# What you will do
Each line below that includes the word "lists" is to be reported.

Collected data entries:
= = = = =

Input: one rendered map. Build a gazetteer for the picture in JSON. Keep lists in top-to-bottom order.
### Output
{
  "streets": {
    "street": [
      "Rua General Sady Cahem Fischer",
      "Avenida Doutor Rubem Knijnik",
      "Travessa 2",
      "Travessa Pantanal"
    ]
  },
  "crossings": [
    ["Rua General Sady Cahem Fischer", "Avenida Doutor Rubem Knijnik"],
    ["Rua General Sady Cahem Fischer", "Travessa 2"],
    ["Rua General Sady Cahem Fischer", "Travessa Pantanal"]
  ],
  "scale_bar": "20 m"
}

= = = = =

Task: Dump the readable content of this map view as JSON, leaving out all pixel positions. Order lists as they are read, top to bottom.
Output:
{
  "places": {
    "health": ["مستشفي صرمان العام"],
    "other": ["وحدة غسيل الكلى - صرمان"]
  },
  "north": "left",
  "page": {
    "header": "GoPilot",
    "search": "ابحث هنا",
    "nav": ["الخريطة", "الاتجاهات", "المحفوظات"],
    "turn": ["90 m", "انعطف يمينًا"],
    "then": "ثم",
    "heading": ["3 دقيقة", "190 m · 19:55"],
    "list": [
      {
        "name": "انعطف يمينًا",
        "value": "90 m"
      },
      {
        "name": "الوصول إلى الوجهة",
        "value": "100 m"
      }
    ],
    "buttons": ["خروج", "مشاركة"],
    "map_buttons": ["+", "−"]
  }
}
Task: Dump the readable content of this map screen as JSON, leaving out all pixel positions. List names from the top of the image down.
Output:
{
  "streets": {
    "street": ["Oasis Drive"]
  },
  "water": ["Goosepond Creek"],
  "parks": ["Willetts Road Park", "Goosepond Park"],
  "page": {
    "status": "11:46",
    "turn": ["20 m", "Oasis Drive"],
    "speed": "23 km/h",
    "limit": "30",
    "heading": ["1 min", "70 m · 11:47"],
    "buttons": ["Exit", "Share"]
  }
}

= = = = =

# Your response
Input: one rendered map. Build a gazetteer for the picture in JSON. Keep lists in top-to-bottom order.
Task: Dump the readable content of this map view as JSON, leaving out all pixel positions. Order lists as they are read, top to bottom.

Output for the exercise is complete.